START Extracted data

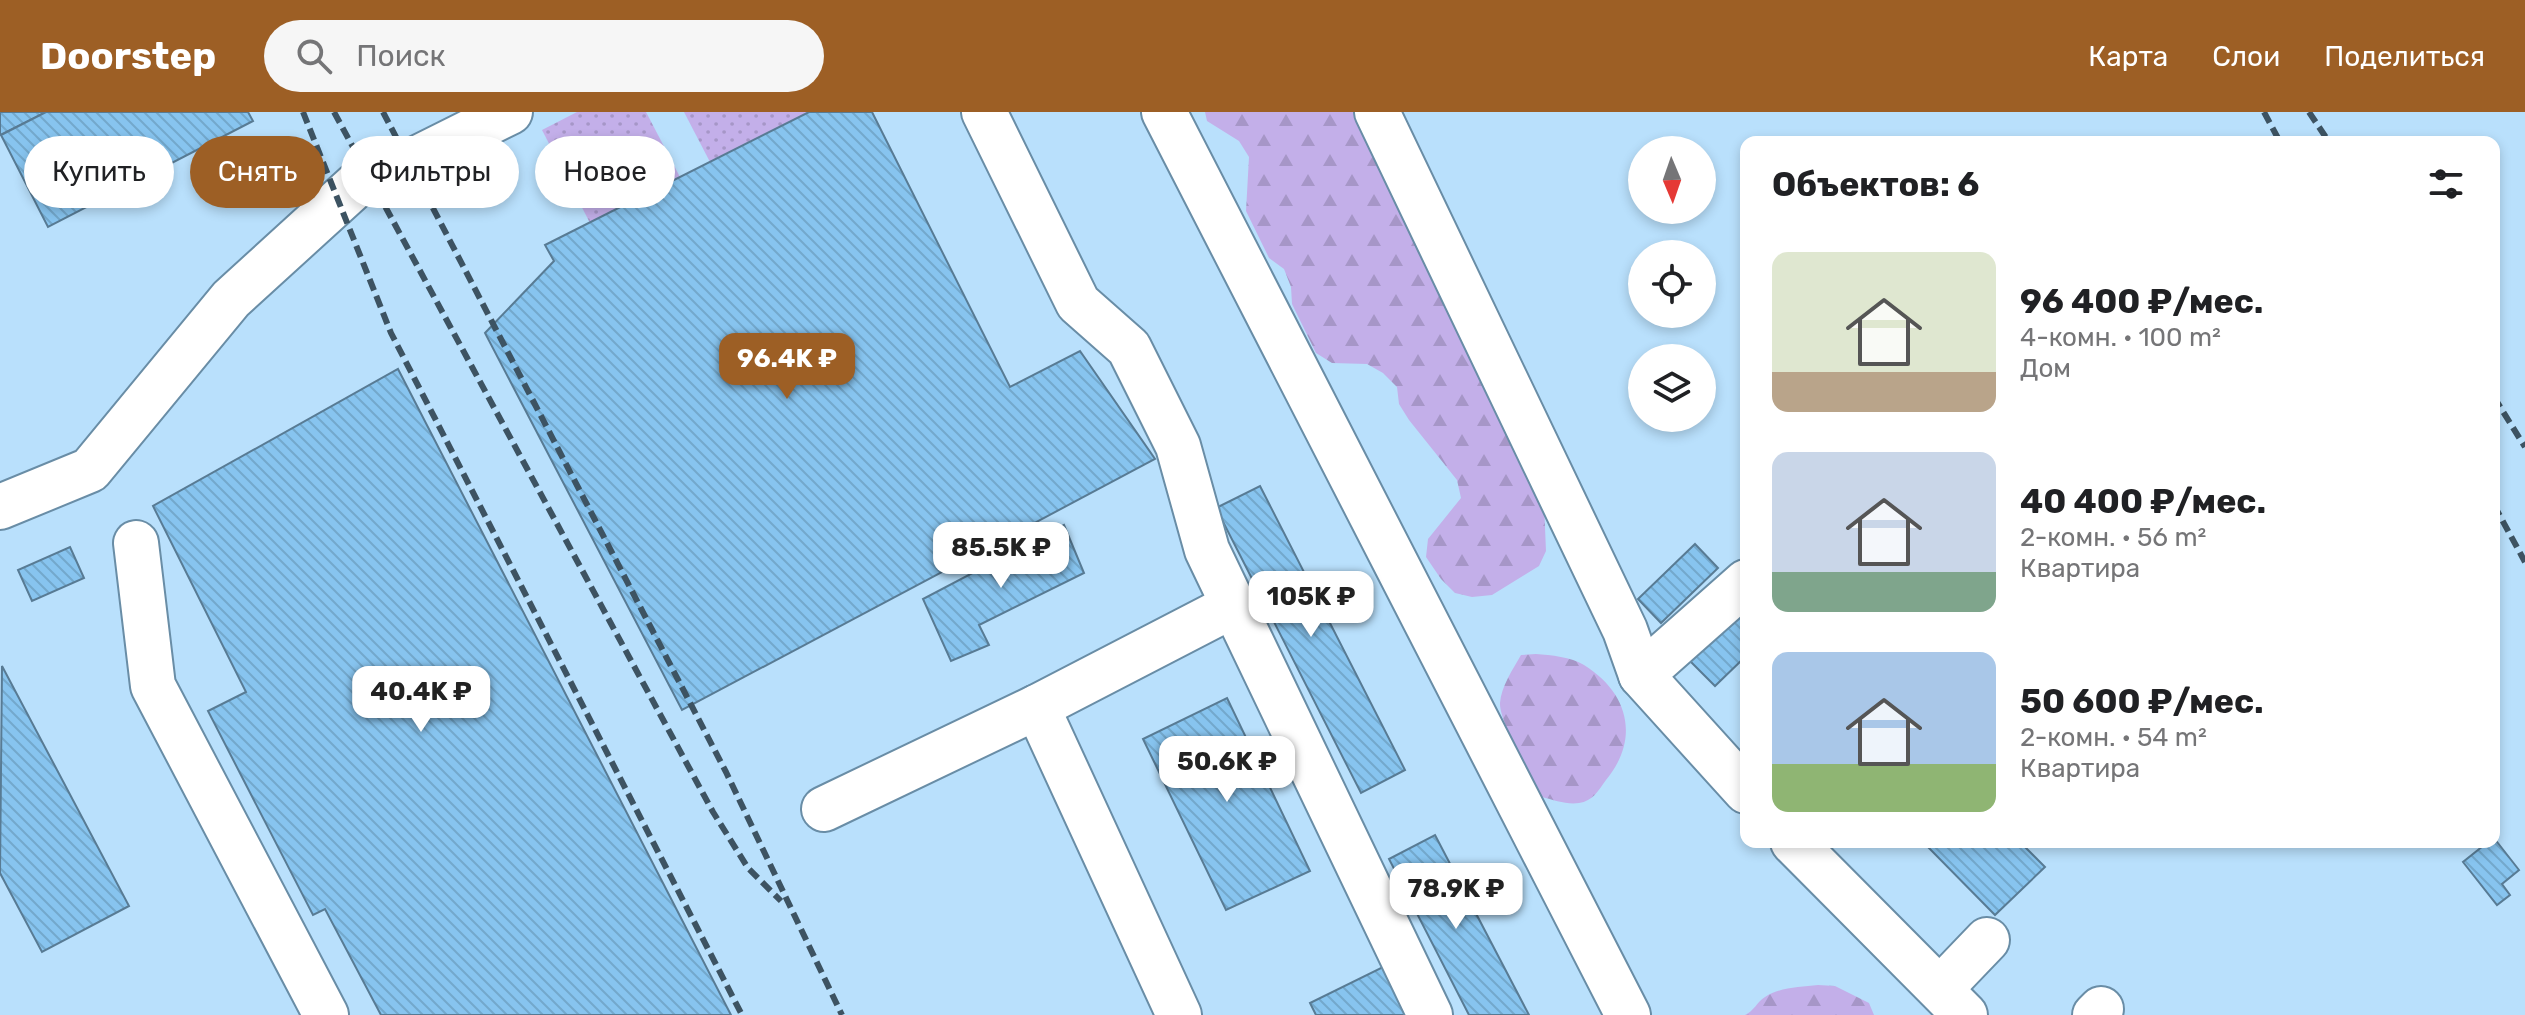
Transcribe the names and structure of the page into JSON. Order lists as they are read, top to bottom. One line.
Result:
{"north":"bottom","page":{"header":"Doorstep","search":"Поиск","nav":["Карта","Слои","Поделиться"],"chip":["Купить","Снять","Фильтры","Новое"],"heading":"Объектов: 6","list":[{"name":"96 400 ₽/мес.","note":"4-комн. · 100 m² · Дом"},{"name":"40 400 ₽/мес.","note":"2-комн. · 56 m² · Квартира"},{"name":"50 600 ₽/мес.","note":"2-комн. · 54 m² · Квартира"}],"price":["96.4K ₽","85.5K ₽","105K ₽","40.4K ₽","50.6K ₽","78.9K ₽"]}}
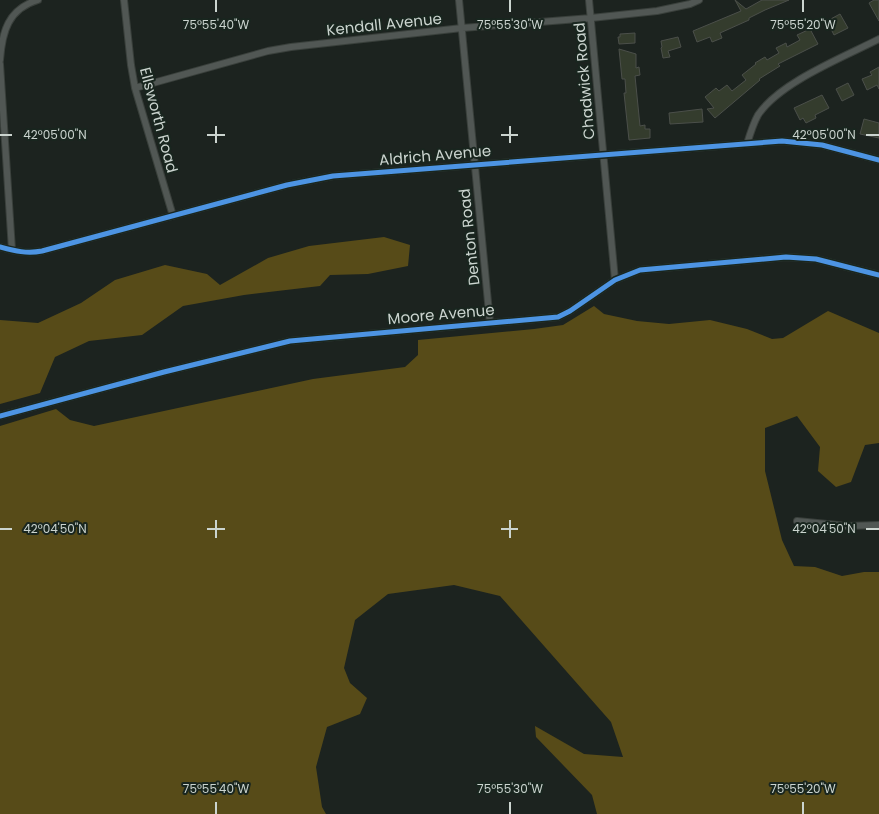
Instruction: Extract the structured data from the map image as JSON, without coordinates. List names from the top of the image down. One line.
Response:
{"streets":{"street":["Kendall Avenue","Chadwick Road","Ellsworth Road","Aldrich Avenue","Denton Road","Moore Avenue"]},"crossings":[["Kendall Avenue","Chadwick Road"],["Kendall Avenue","Ellsworth Road"],["Kendall Avenue","Denton Road"],["Chadwick Road","Aldrich Avenue"],["Chadwick Road","Moore Avenue"],["Ellsworth Road","Aldrich Avenue"],["Aldrich Avenue","Denton Road"],["Denton Road","Moore Avenue"]],"coordinates":["75°55'40\"W","75°55'30\"W","75°55'20\"W","42°05'00\"N","42°04'50\"N"]}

END Extracted data

[Required work]: Could you restate each record word for word, keeping the pictures out?

[Result]:
Transcribe the names and structure of the page into JSON. Order lists as they are read, top to bottom. One line.
Result:
{"north":"bottom","page":{"header":"Doorstep","search":"Поиск","nav":["Карта","Слои","Поделиться"],"chip":["Купить","Снять","Фильтры","Новое"],"heading":"Объектов: 6","list":[{"name":"96 400 ₽/мес.","note":"4-комн. · 100 m² · Дом"},{"name":"40 400 ₽/мес.","note":"2-комн. · 56 m² · Квартира"},{"name":"50 600 ₽/мес.","note":"2-комн. · 54 m² · Квартира"}],"price":["96.4K ₽","85.5K ₽","105K ₽","40.4K ₽","50.6K ₽","78.9K ₽"]}}
Instruction: Extract the structured data from the map image as JSON, without coordinates. List names from the top of the image down. One line.
Response:
{"streets":{"street":["Kendall Avenue","Chadwick Road","Ellsworth Road","Aldrich Avenue","Denton Road","Moore Avenue"]},"crossings":[["Kendall Avenue","Chadwick Road"],["Kendall Avenue","Ellsworth Road"],["Kendall Avenue","Denton Road"],["Chadwick Road","Aldrich Avenue"],["Chadwick Road","Moore Avenue"],["Ellsworth Road","Aldrich Avenue"],["Aldrich Avenue","Denton Road"],["Denton Road","Moore Avenue"]],"coordinates":["75°55'40\"W","75°55'30\"W","75°55'20\"W","42°05'00\"N","42°04'50\"N"]}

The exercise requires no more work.